F.No.B.11/1/2002-TRU
Government of India
Ministry of Finance
Department of Revenue

1st August, 2002

Subject:  Tax on 10 New Services to be effective from 2002- Instructions regarding.  

         Kindly refer to section 149 of the Finance Act, 2002 (20 of 2002) which, inter-alia, provides for the levy of service tax on 10 new services.           

2.            It has been decided that the levy and collection of service tax on the new services shall be effective from 16.8.2002 (Vide notification No.8 /2002-ST, dated 1.8.2002) 

3.            As you are aware, certain legislative amendments were made in sections 73, 75, 78, 82, 83, 94 and 95 of the Finance Act, 1994 vide section 149 of the Finance Act, 2002. All these changes will now be effective from 16.8.2002. The Service Tax Rules, 1994 have also been amended.    Notification No.12/2002-ST dated 1.8.2002 has been issued in this regard. These amendments are also effective from 16.8.2002.  

4.          Legislative changes: The following changes were made in the Finance Act, 1994 by the Finance Act, 2002.  

4.1         Section 73 has been amended to provide for relevant dates for computation of the period of limitation for issue of show cause notice for recovery of service tax in cases when return is filed, when no return is filed, when assessment is provisional and when any sum has erroneously been refunded.  

4.2         Section 75 has been amended to provide for charging of interest at the rate of fifteen percent per annum (instead of the twenty four percent per annum) for delayed payment of service tax.        

4.3        Section 78 has been amended to empower the Assistant Commissioner/Dy. Commissioner to impose penalty without prior approval of the Commissioner of Central Excise in cases where the value of taxable service suppressed/furnished does not exceed Rs. 2 lakh. Hitherto this limit was Rs 25,000.  

4.4        Section 82 has been amended to provide specifically for the power to seize documents relevant to any proceedings under the service tax law.   

4.5           Section 83 has been amended to make section 11D of the Central Excise Act applicable to service tax.
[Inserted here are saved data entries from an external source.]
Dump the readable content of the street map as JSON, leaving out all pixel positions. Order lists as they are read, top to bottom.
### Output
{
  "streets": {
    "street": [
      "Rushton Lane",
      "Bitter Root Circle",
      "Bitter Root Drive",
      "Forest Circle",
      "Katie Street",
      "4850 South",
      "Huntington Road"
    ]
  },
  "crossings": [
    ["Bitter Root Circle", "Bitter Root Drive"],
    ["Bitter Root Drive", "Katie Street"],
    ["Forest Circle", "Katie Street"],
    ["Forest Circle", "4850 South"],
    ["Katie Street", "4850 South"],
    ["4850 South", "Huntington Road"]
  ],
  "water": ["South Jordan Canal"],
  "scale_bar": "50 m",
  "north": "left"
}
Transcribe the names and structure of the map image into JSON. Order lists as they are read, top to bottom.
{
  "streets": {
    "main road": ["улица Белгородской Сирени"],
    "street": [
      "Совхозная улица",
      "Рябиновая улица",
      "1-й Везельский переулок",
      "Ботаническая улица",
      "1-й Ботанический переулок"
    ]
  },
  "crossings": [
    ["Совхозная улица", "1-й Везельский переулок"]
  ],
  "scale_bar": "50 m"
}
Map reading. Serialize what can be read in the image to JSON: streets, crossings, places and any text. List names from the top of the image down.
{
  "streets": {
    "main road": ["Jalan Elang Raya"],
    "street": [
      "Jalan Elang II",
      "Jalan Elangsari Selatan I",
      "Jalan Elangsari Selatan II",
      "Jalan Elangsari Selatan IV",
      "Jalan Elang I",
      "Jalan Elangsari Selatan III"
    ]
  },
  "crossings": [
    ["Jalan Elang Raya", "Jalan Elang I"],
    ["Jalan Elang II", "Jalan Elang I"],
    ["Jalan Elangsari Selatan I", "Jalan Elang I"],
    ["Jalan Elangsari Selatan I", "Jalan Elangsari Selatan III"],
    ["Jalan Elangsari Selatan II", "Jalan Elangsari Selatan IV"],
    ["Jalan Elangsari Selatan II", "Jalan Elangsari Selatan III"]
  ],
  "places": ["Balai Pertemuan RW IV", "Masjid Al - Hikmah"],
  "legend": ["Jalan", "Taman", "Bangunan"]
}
Accordingly, if any amount is recovered by any person as “service tax”, then such person bound to pay it to the Government. The law provides for its recovery in case of his failure to do so. 

4.6              Section 94 has been amended to empower the Government to make rules to allow credit of service tax paid on the services consumed for providing a taxable service in case where the services consumed and the service provided fall in the same category of taxable service.  

4.7              Section 95 has been amended to empower the Government to remove the difficulties arising in implementation of service tax levy on new services by order in the official gazette within a period of two years from the date on which the levy on new service comes into effect. 

5.         Amendment in the definition of “ banking and other financial services” and “banking services”        

5.1      The definition of  “banking and other financial service” has been amended to extend the levy of service tax to body corporate other than those already specified earlier, providing specified services. The levy on body corporate, which have come into tax net as a consequence to this amendment, will be effective only from 16.8.2002. It may be noted that as a result of this amendment, all body corporate providing the specified “banking and other financial service” will come under the tax net.  Earlier, it was clarified vide Ministry’s instructions F. No. B-11/1/2001 dated 9.7.2001 that asset management companies are not NBFC. Hence they would not come under the purview of service tax. This instruction stands amended now as Asset Management Companies being “body corporate” will henceforth be liable to pay service tax. Similarly all merchant bankers, portfolio managers, foreign exchange brokers etc who are “body corporate” will henceforth be liable to pay service tax.   

5.2           The definition of “banking company” has also been amended to assign it the meaning as given in clause (a) of section 45A of the Reserve bank of India Act. This amendment has been made to clarify the doubts, which were raised about the applicability of service tax levy on banking and other financial services provided by the State Bank of India and its subsidiary banks under the erstwhile definition of  “banking company”.  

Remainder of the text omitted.